I hope I am making sense, obviously me/cfs is very different from deppresion.
 
Alan Carson on X:

As far as i m aware no randomised trial has ever shown pacing to be superior to graded exercise

‘Bottom up’ incoming signals which be of our internal state ‘interoception’ our movement in the world ‘proprioceptio’ our our awareness if the external world ‘exteroception’. Our prior expection and attentional ‘spitlight’ has a significant preconscious modifying effect

So if a patients says i feel fatigue that will be a combination of those fsctors. The top down influences will be a combination of genetics and the totality of life experience and in some cases specific disease distortions- every experience will be unique between subjects 3/n

Of course people will be right on occasions sometimes because they’re correct and sometimes liked a stopoed clock by chance. BUT critically that gives ideas to test it is not the answer for the latter we need proper trials

But also temporally within a subject. So if a patient says i feel fatigue yes i believe them, if they say because i feel fatigue i know this is mitochondrial dysfunction and treatment a works and b doesn’t, i have this unique insight, i say impossible 4/n


These are the type of people who 100 years ago, would tie your left hand up and force you to write with your right hand if you were left-handed.

These people are starting to talk themselves into a corner.
 
Whilst much is made of patients having post exertional malaise it should be remembered that this does not have a definition, and it is found across multiple disorders not just ME.
This is why I guard against watering down the definition of PEM. Delayed response to exertion may be everywhere, but not the catastrophic response to even imperceptibly small changes in minimal exertion that we see in severe/moderate cases.
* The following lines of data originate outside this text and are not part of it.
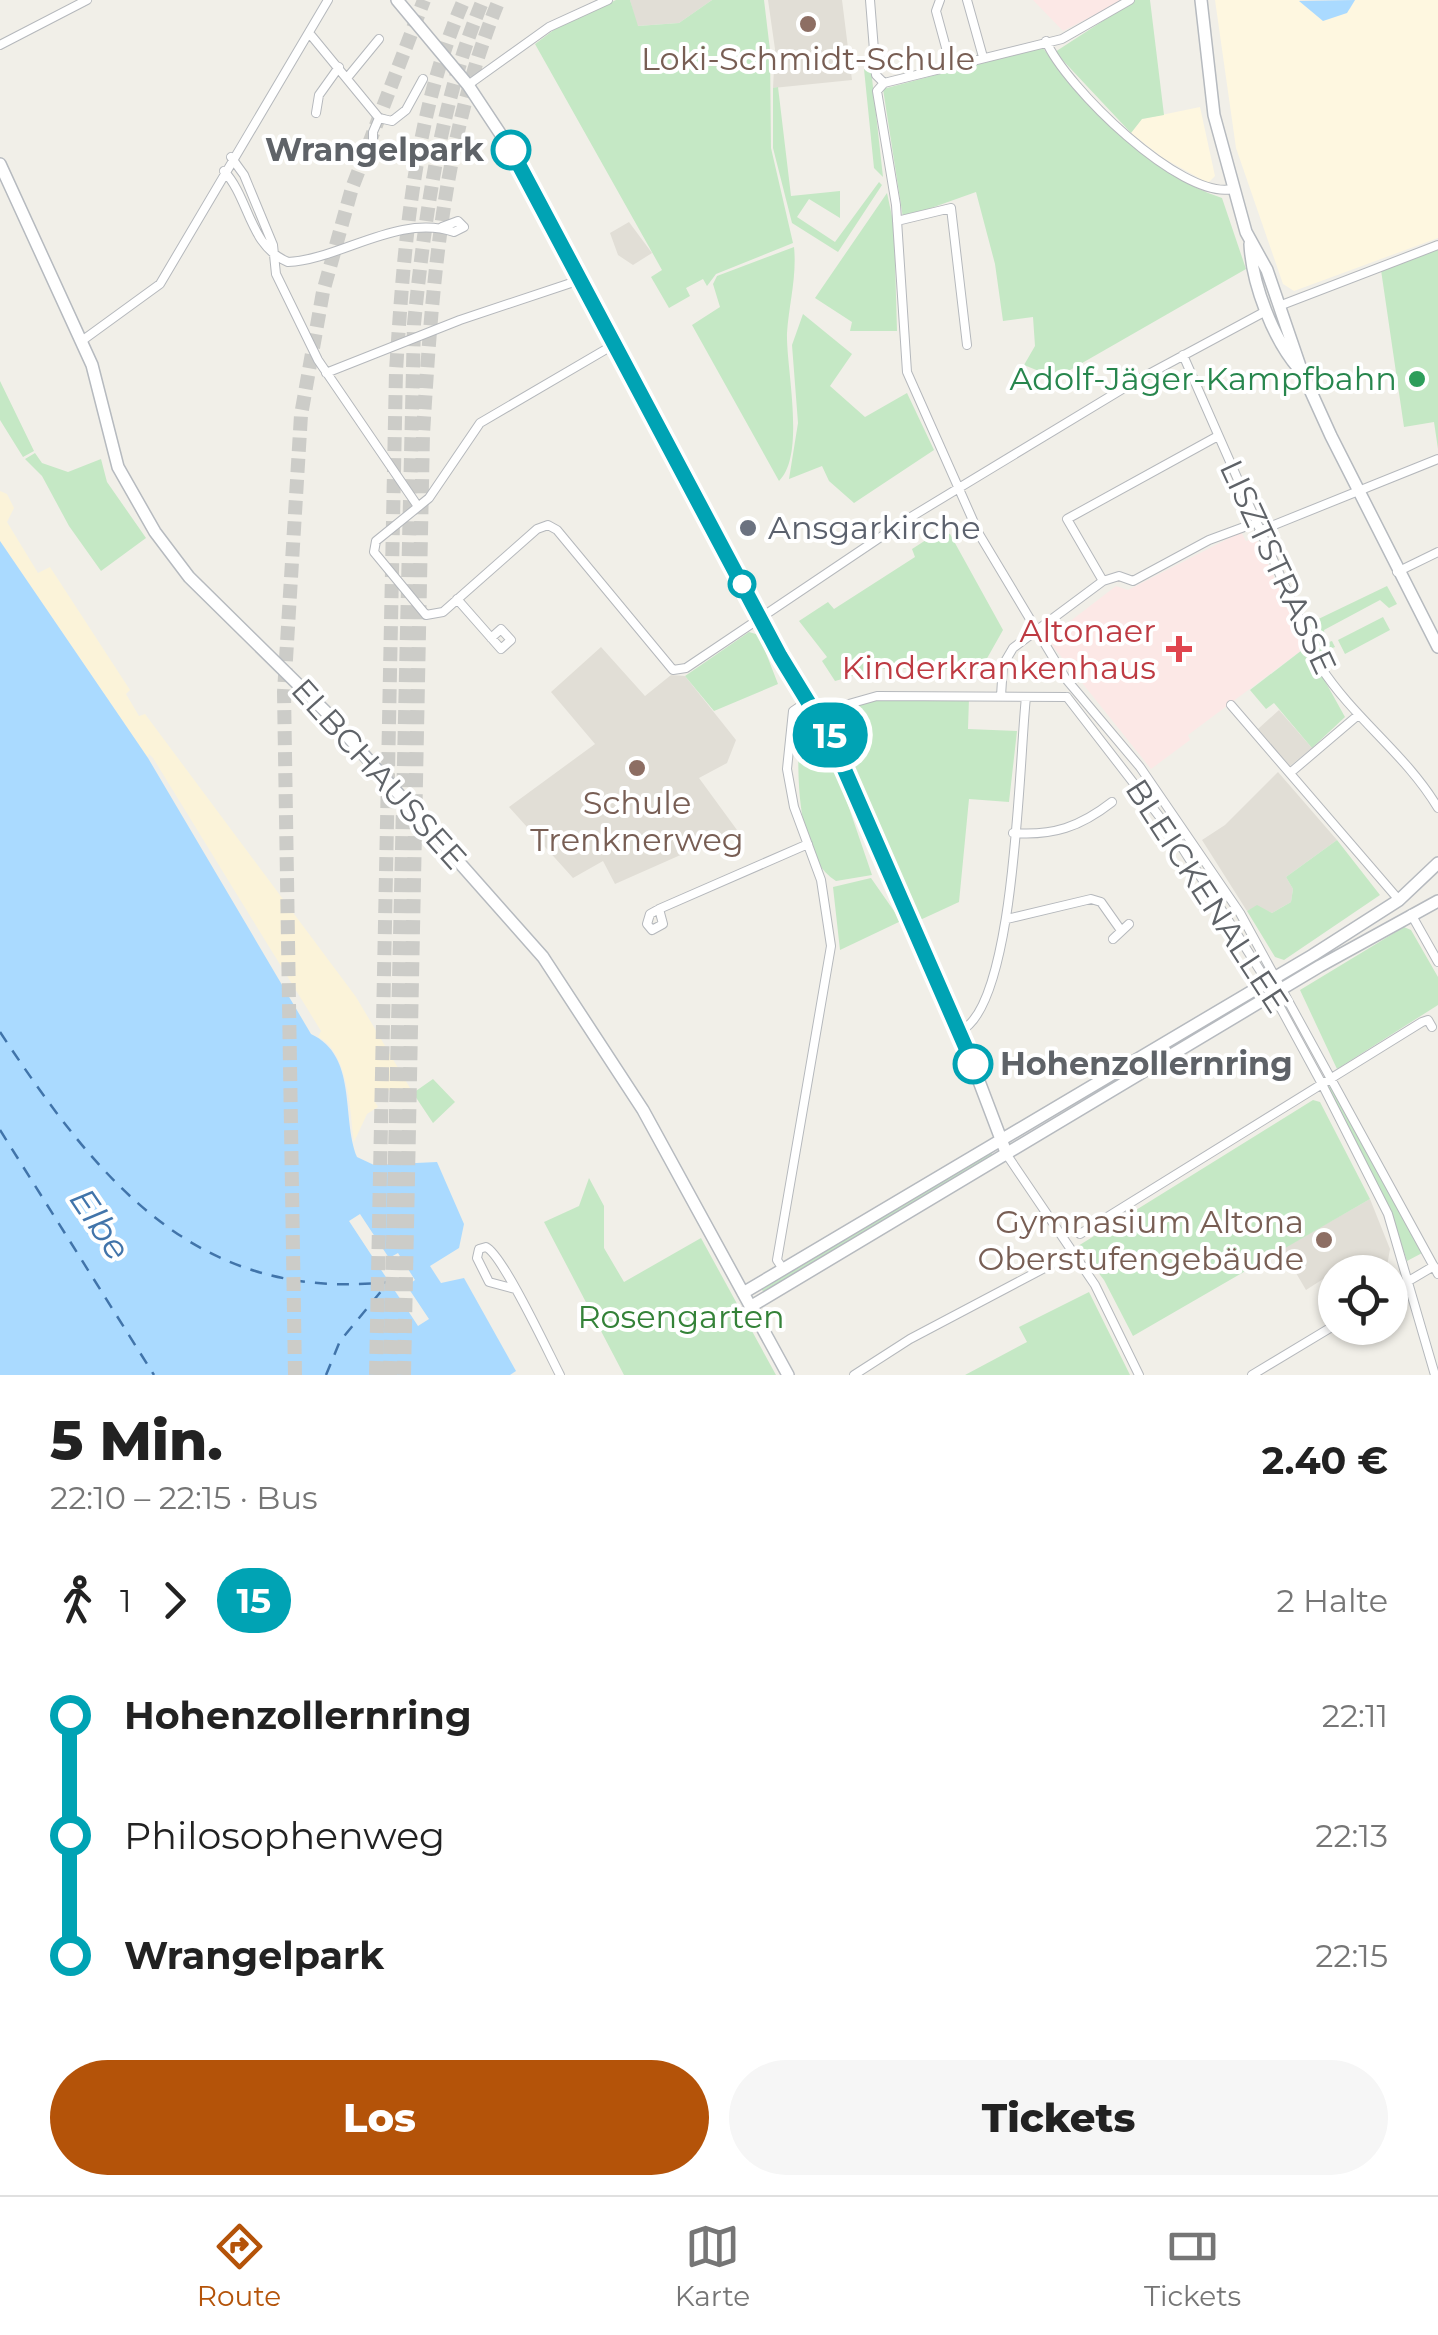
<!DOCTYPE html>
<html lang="de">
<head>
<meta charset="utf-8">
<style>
	:root { --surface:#fff; --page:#f6f6f6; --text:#222; --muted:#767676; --line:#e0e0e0; --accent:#b45309 }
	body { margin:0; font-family:Montserrat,sans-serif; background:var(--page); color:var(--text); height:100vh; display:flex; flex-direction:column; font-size:38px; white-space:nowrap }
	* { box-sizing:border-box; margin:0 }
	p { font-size:32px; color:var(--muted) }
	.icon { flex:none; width:55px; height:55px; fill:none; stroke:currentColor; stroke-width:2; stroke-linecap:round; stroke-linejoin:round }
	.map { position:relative; height:1375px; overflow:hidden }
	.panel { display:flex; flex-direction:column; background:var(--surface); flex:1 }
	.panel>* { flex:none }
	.badge { padding:0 20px; border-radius:32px; font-size:35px; line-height:65px }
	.buttons { position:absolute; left:1318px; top:1255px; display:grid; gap:20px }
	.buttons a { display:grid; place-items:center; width:90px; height:90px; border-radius:50%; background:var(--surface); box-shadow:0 2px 8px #0004; font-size:50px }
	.map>.badge { position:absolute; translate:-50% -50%; box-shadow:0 0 0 5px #fff }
	.legs { display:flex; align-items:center; gap:15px; height:110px; padding:0 50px; font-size:32px }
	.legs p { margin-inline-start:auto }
	.summary { display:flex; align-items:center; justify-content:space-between; height:170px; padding:0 50px }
	h1 { font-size:55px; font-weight:800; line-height:75px }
	.action { display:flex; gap:20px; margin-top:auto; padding:20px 50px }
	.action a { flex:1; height:115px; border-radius:60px; background:var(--accent); color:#fff; font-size:40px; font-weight:800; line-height:115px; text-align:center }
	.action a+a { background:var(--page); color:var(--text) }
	ul { padding:0 50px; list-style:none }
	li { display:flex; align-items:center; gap:35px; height:120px; font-size:38px }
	li i { display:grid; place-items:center; width:15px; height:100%; margin:0 12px; background:currentColor }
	li i::after { content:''; width:25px; height:25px; margin:-12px; border:8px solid; border-radius:50%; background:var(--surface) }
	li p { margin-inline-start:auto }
	li:first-child i { background:linear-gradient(#0000 50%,currentColor 0) }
	li:last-child i { background:linear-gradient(currentColor 50%,#0000 0) }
	.menu { display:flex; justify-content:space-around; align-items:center; height:140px; border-top:2px solid var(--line); background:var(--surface); font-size:28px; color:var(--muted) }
	.menu a { display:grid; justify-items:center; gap:5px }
	.menu .on { color:var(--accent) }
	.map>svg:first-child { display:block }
</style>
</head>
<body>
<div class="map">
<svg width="1438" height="1375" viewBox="0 0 1438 1375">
	<rect width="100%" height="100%" fill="#f1efe8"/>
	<path fill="#fef7e0" d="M1215,0H1299L1324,20L1350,9L1355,0H1438V238L1294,291L1283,284L1236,148Z
		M1200,107L1215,176L1208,183L1163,158L1131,133L1142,119Z"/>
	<path fill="#e1ded6" d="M630,0H712L679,23L637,26Z
		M768,0H842L852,80L773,88L775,49Z
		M629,222L652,253L633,265L618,255L610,233Z
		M601,647L645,696L671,675L685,676L736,740L727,763L699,778L737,830L615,884L603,861L573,878L509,807L595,744L551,692Z
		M1279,710L1312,748L1290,766L1258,729Z
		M1278,772L1337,840L1286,877L1293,889L1291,902L1272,913L1257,906L1247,911L1202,840L1225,825Z
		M1370,1199L1390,1249L1386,1272H1334L1306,1290L1282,1249Z"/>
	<path fill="#fce8e6" d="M1033,0H1124L1063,31Z
		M1241,532L1246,541L1256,538L1306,647L1188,735L1190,740L1151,769L1047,639L1116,586L1128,590Z"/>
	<path fill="#c5e8c5" d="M616,0H630L638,26L679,23L712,0H764L770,50L771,148L793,243L716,274L707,286L703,279L686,288L690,296L669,308L651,277L662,270L535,44L555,29Z
		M1135,0H1150L1164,115L1142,119L1131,133L1055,52Z
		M1042,47C1092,109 1144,172 1222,198L1246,269L1056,378L1024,365L1035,346L1033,317L1003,321L995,264L976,192L903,218L883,89Z
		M864,69H871L883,177L874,168Z
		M778,87L791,196L840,191V218L809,199L797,217L835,242L879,182L882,185L838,252L792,223L773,148V88Z
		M887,193L894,226L897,331H850L852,322L815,298Z
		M794,247C797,276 789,304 787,333C786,368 806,455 779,481L692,325L720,307L713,284L717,276Z
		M1438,249V449L1434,422L1404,427L1381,270Z
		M803,314L852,354L830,386L865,417L907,393L934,450L854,503L829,481L822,466L789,479L798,423L792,345Z
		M0,381L34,451L23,457L0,420Z
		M35,453L42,463L68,472L101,459L107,482L146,538L101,571L69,526L42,476L25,459Z
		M940,531L950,534L1003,630L981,669H878L835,681L822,661L827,657L799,621L828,602L834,609L915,557L912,549Z
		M1387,586L1397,604L1389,608L1380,600L1324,630L1326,643L1332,641L1335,647L1320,653L1308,624Z
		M1383,617L1390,630L1345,654L1338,640Z
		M749,632L759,635L778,684L714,711L685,676Z
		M1306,647L1345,717L1312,748L1274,703L1266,709L1250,690Z
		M882,698H969L968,729L1017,731L1009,802L969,799L959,902L920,920L829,713Z
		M807,714L833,761L872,875L836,881C793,855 797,759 800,717Z
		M1337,840L1380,895L1284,960L1275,957L1247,911L1257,905L1272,913L1291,902L1293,889L1286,877Z
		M871,878L901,921L840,950L833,887Z
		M1404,927L1411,930L1438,977V1005L1337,1069L1300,990Z
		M433,1079L455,1102L433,1123L413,1093Z
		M1333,1085L1424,1252L1407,1261L1393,1220L1327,1088Z
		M1313,1100L1320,1102L1370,1199L1133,1336L1104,1280L1078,1246Z
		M990,1151L993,1156L765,1294L760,1287Z
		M589,1178L604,1206V1248L624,1282L701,1238L776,1375H624L544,1222L579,1206Z
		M1089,1292L1130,1375H965L1027,1342L1019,1327Z"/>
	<path fill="#fbf3d9" d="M0,491L7,494L14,508L7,522L38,573L50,567L130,690L126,694L139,716L145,714L356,997L410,1088L396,1096L391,1089L374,1100L378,1107L367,1114L354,1142C350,1112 349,1052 318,1037L321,1031L153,758L149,754L148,758L0,541Z"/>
	<path fill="#aadaff" d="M1355,0L1347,13L1323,21L1299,1Z
		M0,541L148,758L311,1034C358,1056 341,1117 357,1157L374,1165L437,1162L464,1224L459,1248L430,1266L441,1283L464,1278L516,1371L510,1375H0Z"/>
	<path fill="#f1efe8" d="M360,1214L389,1258L398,1253L415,1280L407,1286L429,1319L418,1326L349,1221Z"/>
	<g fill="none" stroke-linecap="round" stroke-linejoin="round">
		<path stroke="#4174aa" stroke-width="2.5" stroke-dasharray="12 10" stroke-linecap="butt" d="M0,1032C97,1178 194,1303 389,1282
			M0,1130L154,1375
			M326,1375L340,1341L388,1283"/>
		<path stroke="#ccccc8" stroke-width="14" stroke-dasharray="14 7" stroke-linecap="butt" d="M295,1375L284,692L301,415L323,292L352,188L424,0
			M376,1375L396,371C404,247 413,115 464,0
			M390,1375L414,324C425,215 440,102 483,0
			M404,1375L423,434C432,286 442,138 499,0"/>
		<defs>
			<path id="street" d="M870,0L876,75L884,83
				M940,0L936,11L951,66
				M967,0L983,57
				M310,34L379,118L392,121L406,110L423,79
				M1046,41C1065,86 1181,200 1232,189
				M0,45L87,0
				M347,78L379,39
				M884,83L877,91L896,205L907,372L979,534L1066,679L1140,767L1240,913L1438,1274
				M884,83L1062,39L1130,0
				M468,85L549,27L608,0
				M316,113L319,95L339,67
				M373,155V132L379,118
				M231,157L244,175L273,245L276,274L318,360L417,505
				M224,171C250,199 249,246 288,262C339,260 399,213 454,232L464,227L458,221L442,227
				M897,221L951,208L967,345
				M1279,306L1438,245
				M83,340L160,284L328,0
				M615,344L480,423L429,498L376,541L374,552L426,615L443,612L537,529L548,525L557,530L673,670L686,668L906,520L1134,382L1266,311
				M1183,355L1320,666C1355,720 1405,753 1438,808
				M326,373L460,320L580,280
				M1259,531L1438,459
				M1397,572L1438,552
				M1103,581L1067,519L1218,436
				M457,599L501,649L511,640L501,629L491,638
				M1001,696L1003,665L1013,648L1103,581L1119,576L1133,581L1209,540L1255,523
				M1067,697L1176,838L1261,972L1322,1084L1388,1214L1435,1375
				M1231,705L1399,900
				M817,713L877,696L1067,697
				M1290,773L1357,716
				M1013,833C1053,836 1080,827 1112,802
				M659,909L663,924L652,930L647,924L650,914L659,909L808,844
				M1411,914L1438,962
				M1007,919L1091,899L1101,902L1120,929
				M1113,939L1129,924
				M960,1031C1016,1007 1019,759 1026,697
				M1007,1155L1095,1285L1139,1375
				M1080,1234L1422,1022L1428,1020L1432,1027
				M783,1269L777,1260L831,946L821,880L794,807L787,769L793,711L809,700
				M515,1289L489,1282L477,1258L479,1249L486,1247C503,1255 548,1352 560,1375
				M1390,1292L1434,1266
				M854,1375L910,1339L1073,1253
				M1252,1375L1335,1325"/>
			<path id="secondary" d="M397,0L468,85L511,150L780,657L833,741L955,1018L1007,1155
				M1201,0L1214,115L1246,232L1267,270L1302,372L1331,436L1438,647
				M0,164L92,365L118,467L155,532L189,577L326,712L543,957L643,1110L788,1375
				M1250,244C1252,284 1273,339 1299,369
				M743,1293L1313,955L1399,900L1438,863
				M750,1307L1320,966L1438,901"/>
		</defs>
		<use href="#street" stroke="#b5b8bc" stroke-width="10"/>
		<use href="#secondary" stroke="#b6babf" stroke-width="14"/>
		<use href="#street" stroke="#fff" stroke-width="8"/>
		<use href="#secondary" stroke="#fff" stroke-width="11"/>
	</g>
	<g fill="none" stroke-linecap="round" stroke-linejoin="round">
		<defs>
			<path id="line-1" d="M511,150L780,656L832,741L973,1064"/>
		</defs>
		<use href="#line-1" stroke="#fff" stroke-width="22"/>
		<use href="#line-1" stroke="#00a3b4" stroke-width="15"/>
	</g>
	<g fill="#8d6e63" stroke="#fff" stroke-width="4">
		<circle cx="808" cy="24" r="10"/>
		<circle cx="637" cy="768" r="10"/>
		<circle cx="1324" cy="1240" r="10"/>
	</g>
	<g fill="#fff" stroke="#00a3b4" stroke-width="5">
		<circle cx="511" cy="150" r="18"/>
		<circle cx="742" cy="584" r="12"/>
		<circle cx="973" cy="1064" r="18"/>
	</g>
	<circle fill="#2e9e5b" stroke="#fff" stroke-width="4" cx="1417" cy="379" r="10"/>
	<circle fill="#6b7280" stroke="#fff" stroke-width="4" cx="748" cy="528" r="10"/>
	<path fill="#e0444e" stroke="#fff" stroke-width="4" d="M1174 634h10v10h10v10h-10v10h-10v-10h-10v-10h10z"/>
	<g text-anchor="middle" stroke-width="8" stroke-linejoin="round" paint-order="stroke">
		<g font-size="32" fill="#785e54" stroke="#fff">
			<text x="808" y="70">Loki-Schmidt-Schule</text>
			<text x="637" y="814">Schule<tspan x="637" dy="37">Trenknerweg</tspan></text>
			<text x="1304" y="1233" text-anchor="end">Gymnasium Altona<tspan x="1304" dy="37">Oberstufengebäude</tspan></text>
		</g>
		<g font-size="32" font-weight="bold" fill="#5f6368" stroke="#fff" text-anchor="end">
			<text x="484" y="161">Wrangelpark</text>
			<text x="1000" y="1075" text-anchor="start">Hohenzollernring</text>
		</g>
		<g font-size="32" fill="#27864d" stroke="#fff" text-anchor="end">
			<text x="1397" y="390">Adolf-Jäger-Kampfbahn</text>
		</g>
		<g font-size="32" fill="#5b616d" stroke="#fff" text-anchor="start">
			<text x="768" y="539">Ansgarkirche</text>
		</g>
		<g font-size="32" fill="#5f6368" stroke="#fff">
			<text transform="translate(1278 567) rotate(65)" y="11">LISZTSTRASSE</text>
			<text transform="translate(379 774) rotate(48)" y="11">ELBCHAUSSEE</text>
			<text transform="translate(1207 896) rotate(57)" y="11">BLEICKENALLEE</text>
		</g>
		<g font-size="32" fill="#be3a42" stroke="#fff" text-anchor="end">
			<text x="1156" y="642">Altonaer<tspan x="1156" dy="37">Kinderkrankenhaus</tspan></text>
		</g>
		<g font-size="32" fill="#348238" stroke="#fff">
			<text x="681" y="1328">Rosengarten</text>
		</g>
		<g font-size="35" font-style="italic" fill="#4174aa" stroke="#fff">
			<text transform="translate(100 1224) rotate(56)" y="12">Elbe</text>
		</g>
	</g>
</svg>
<div class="buttons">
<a><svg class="icon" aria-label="locate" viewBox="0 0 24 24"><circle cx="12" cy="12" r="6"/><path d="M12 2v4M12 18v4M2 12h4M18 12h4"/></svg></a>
</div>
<b class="badge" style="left:830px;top:735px;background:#00a3b4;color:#fff">15</b>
</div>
<section class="panel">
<div class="summary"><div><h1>5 Min.</h1><p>22:10 – 22:15 · Bus</p></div><b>2.40 €</b></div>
<div class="legs"><svg class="icon" aria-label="walk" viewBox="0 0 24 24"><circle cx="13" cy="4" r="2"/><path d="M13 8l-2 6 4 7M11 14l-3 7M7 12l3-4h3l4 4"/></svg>1<svg class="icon" aria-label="forward" viewBox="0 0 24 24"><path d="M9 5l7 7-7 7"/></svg><b class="badge" style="background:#00a3b4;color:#fff">15</b><p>2 Halte</p></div>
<ul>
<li><i style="color:#00a3b4"></i><b>Hohenzollernring</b><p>22:11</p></li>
<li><i style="color:#00a3b4"></i><span>Philosophenweg</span><p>22:13</p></li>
<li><i style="color:#00a3b4"></i><b>Wrangelpark</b><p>22:15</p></li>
</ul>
<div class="action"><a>Los</a><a>Tickets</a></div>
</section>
<nav class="menu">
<a class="on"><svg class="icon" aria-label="directions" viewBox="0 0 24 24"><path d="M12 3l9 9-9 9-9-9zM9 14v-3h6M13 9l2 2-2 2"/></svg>Route</a>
<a><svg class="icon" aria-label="map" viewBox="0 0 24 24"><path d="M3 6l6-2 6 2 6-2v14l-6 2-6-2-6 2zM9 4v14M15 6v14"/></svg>Karte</a>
<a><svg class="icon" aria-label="tickets" viewBox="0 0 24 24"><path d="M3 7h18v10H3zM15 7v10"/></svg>Tickets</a>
</nav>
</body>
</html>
People with no understanding/experience with it could take post-exercise fatigue in other conditions, call it PEM and then minimize, or even deny existence of, PEM. They are what I call PEM deniers.
 
It is arguable that the lack of genes known to be linked to depression and anxiety is evidence in favour of any depression and anxiety being secondary reactive consequences of primary physiopathology, combined with huge secondary losses caused by both the disease itself, and serious mistreatment/abuse by medicine and broader society.

It would be a rare human indeed who did not show any signs of those secondary features in such extreme circumstances.

Not exactly a flattering possibility for the role of the likes of Carson, et al, in all this, is it.